We all have a voice in our head, explained Harris. It’s what makes us lose our temper unnecessarily, check our e-mails compulsively, eat when we’re not hungry, and fixate on the past and the future at the expense of the present. Most of us assume we’re stuck with this voice and that there is nothing we can do to rein it in. But Harris stumbled on a way.

It was a far cry from the miracle cures peddled by the self-help swamis he met, something he always assumed to be either impossible or useless: it was meditation. After learning about research that suggests meditation can do everything from lower your blood pressure to rewire your brain, Harris started exploring how CEOs, scientists, and even marines are now using it to reach increased calmness, focus and happiness. But why should we be surprised? I’ve also heard of prisoners in jails benefitting greatly from practicing meditation.

For many (not excluding me), when we are being taught to meditate our minds simply refuse to empty as instructed. The best we can manage is contemplation, despite being guided to focus on our breath as it emerges from our nose, or in other ways to ban our mental clutter. Like Harris, we feel like failures, frustrated by our inability to not think, to not keep processing issues and to-do lists.

My advice? Don’t be too ambitious, and certainly not as you start.
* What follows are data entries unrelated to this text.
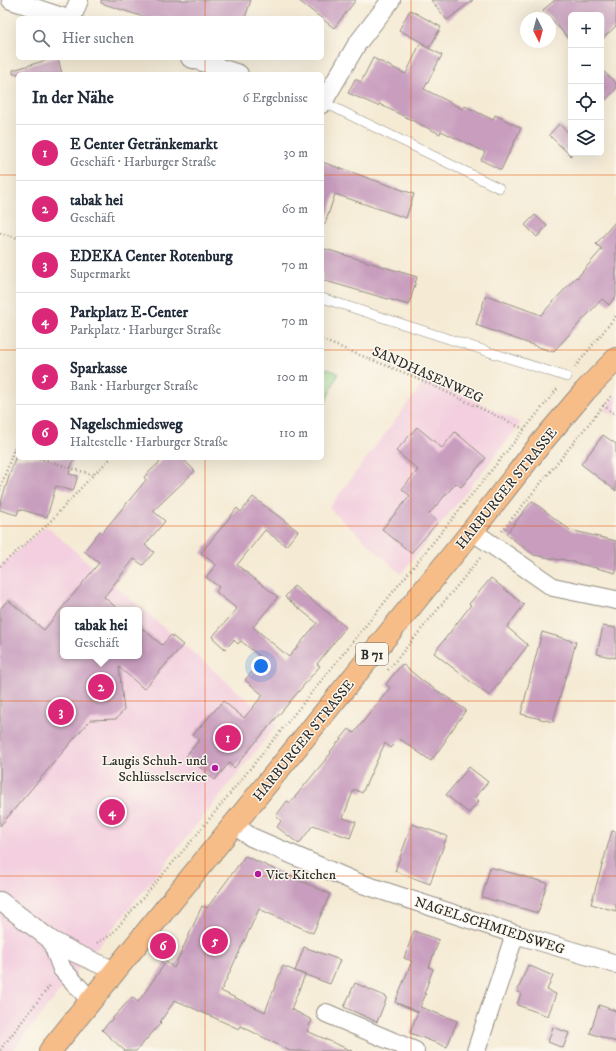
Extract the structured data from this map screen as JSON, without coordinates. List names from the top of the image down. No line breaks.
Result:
{"streets":{"main road":["HARBURGER STRASSE","B 71"],"street":["NAGELSCHMIEDSWEG"],"path":["SANDHASENWEG"]},"crossings":[["HARBURGER STRASSE","NAGELSCHMIEDSWEG"]],"places":["Laugis Schuh- und Schlüsselservice","Viet Kitchen"],"north":"bottom","page":{"map_buttons":["+","−"],"search":"Hier suchen","heading":["In der Nähe","6 Ergebnisse"],"list":[{"mark":"1","name":"E Center Getränkemarkt","note":"Geschäft · Harburger Straße","value":"30 m"},{"mark":"2","name":"tabak hei","note":"Geschäft","value":"60 m"},{"mark":"3","name":"EDEKA Center Rotenburg","note":"Supermarkt","value":"70 m"},{"mark":"4","name":"Parkplatz E-Center","note":"Parkplatz · Harburger Straße","value":"70 m"},{"mark":"5","name":"Sparkasse","note":"Bank · Harburger Straße","value":"100 m"},{"mark":"6","name":"Nagelschmiedsweg","note":"Haltestelle · Harburger Straße","value":"110 m"}],"popup":["tabak hei","Geschäft"],"pins":["2","3","1","4","5","6"]}}
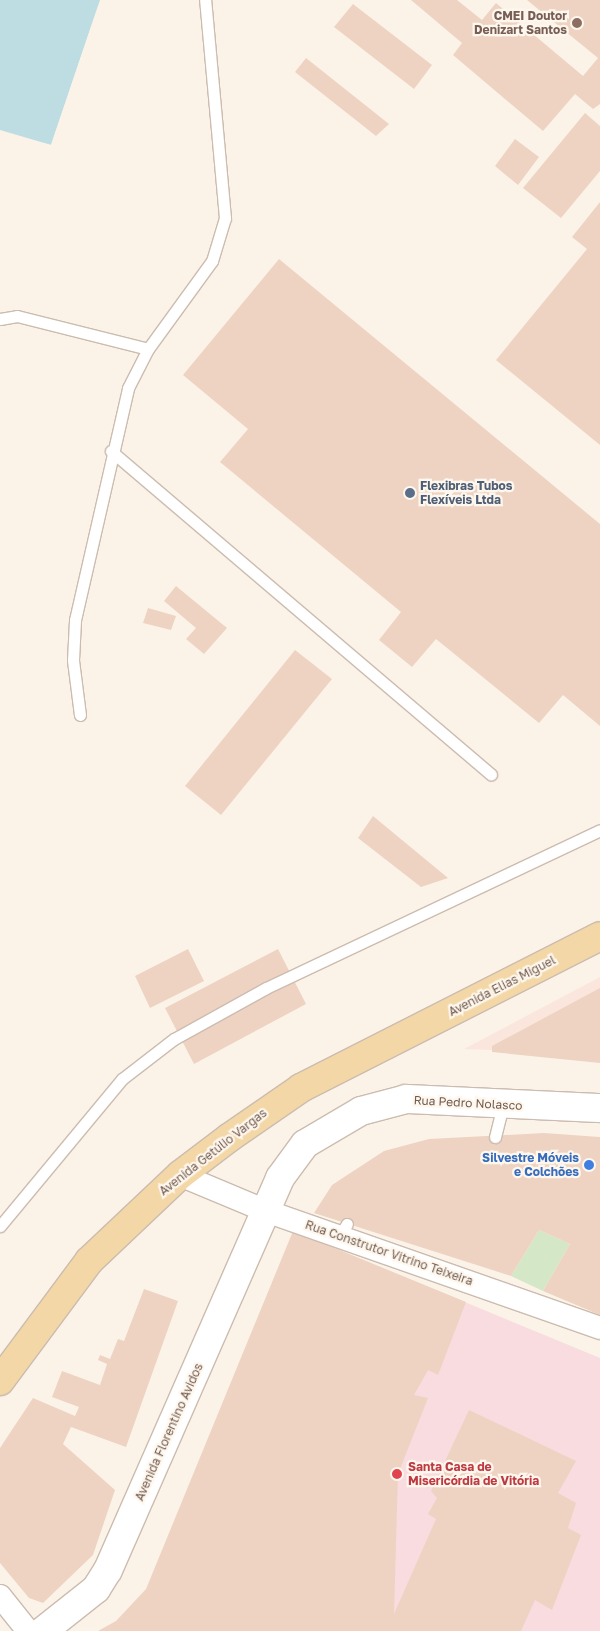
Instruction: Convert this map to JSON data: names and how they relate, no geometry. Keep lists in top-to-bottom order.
{
  "streets": {
    "main road": [
      "Avenida Elias Miguel",
      "Rua Pedro Nolasco",
      "Avenida Getúlio Vargas",
      "Avenida Florentino Avidos"
    ],
    "street": ["Rua Construtor Vitrino Teixeira"]
  },
  "crossings": [
    ["Avenida Elias Miguel", "Avenida Getúlio Vargas"],
    ["Rua Pedro Nolasco", "Rua Construtor Vitrino Teixeira"],
    ["Rua Pedro Nolasco", "Avenida Florentino Avidos"],
    ["Avenida Getúlio Vargas", "Rua Construtor Vitrino Teixeira"],
    ["Rua Construtor Vitrino Teixeira", "Avenida Florentino Avidos"]
  ],
  "places": [
    "CMEI Doutor Denizart Santos",
    "Flexibras Tubos Flexíveis Ltda",
    "Silvestre Móveis e Colchões",
    "Santa Casa de Misericórdia de Vitória"
  ]
}
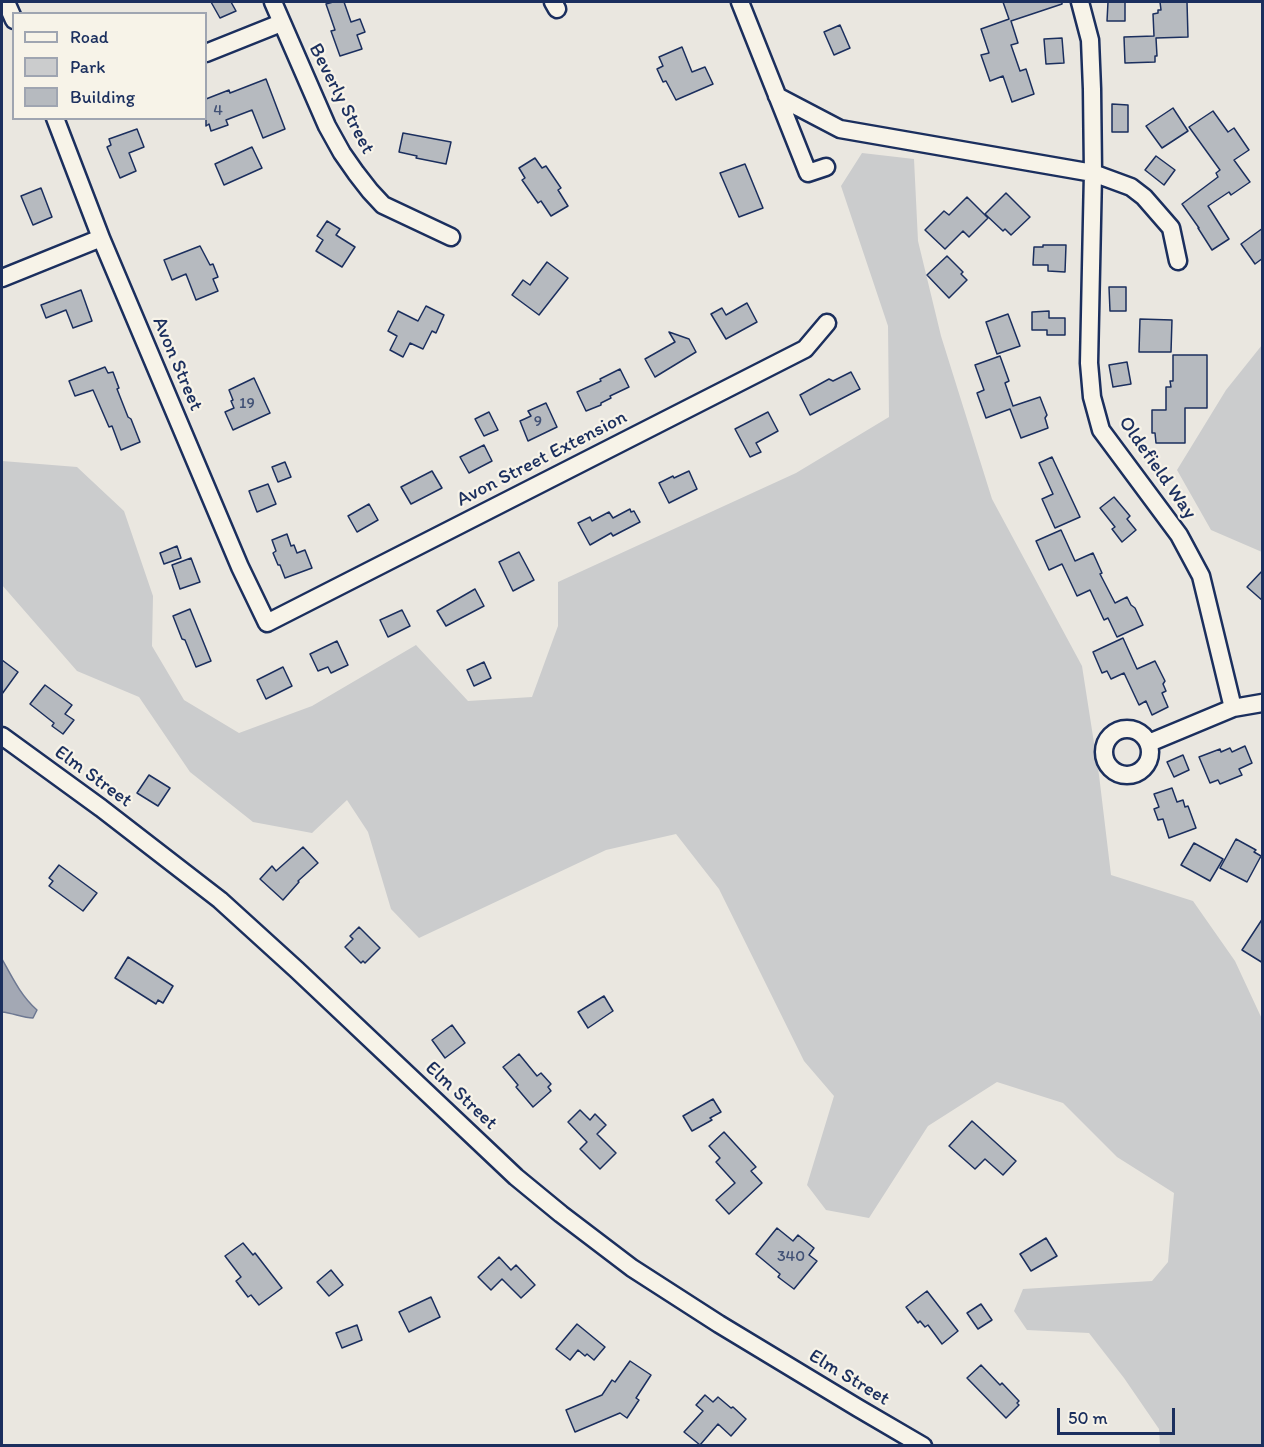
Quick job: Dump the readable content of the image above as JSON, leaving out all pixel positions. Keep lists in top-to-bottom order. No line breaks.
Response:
{"streets":{"street":["Beverly Street","Avon Street","Avon Street Extension","Oldefield Way","Elm Street"]},"crossings":[["Avon Street","Avon Street Extension"]],"house_numbers":["4","19","9","340"],"legend":["Road","Park","Building"],"scale_bar":"50 m"}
I recently attended a musical function at my grandsons’ primary school, and guess what: to settle the children down, to have them be fully present, the teacher running the show got us all to indulge in a mindfulness exercise – some deep breathing, which worked like a charm. Well, you might say, this was California. But also this year, during a programme hosted by the World Bank I attended for consultants like myself (the subject of an earlier column), I was delighted to see that at the end of one of the days a slot was reserved for mindfulness. Yes, the World Bank, promoting mindfulness.

So now, emboldened by these two experiences, these days when I am running a workshop and I want an unruly group to pay attention, or a flagging one to re-energise, I lead them in deep breathing exercises. It works like a charm, and needless to say I don’t mention any “M” words.

My advice to the sober readers of this column is therefore to put aside the distracting myths that accompany meditation and mindfulness. Just think of them as Mark Williams and Danny Penman describe in their book, Mindfulness – a Practical Guide to Finding Peace in a Frantic World, as “mental training” that can readily exist within anyone’s religious beliefs, or in their absence. And don’t think in terms of failure or success. Just breathe deeply!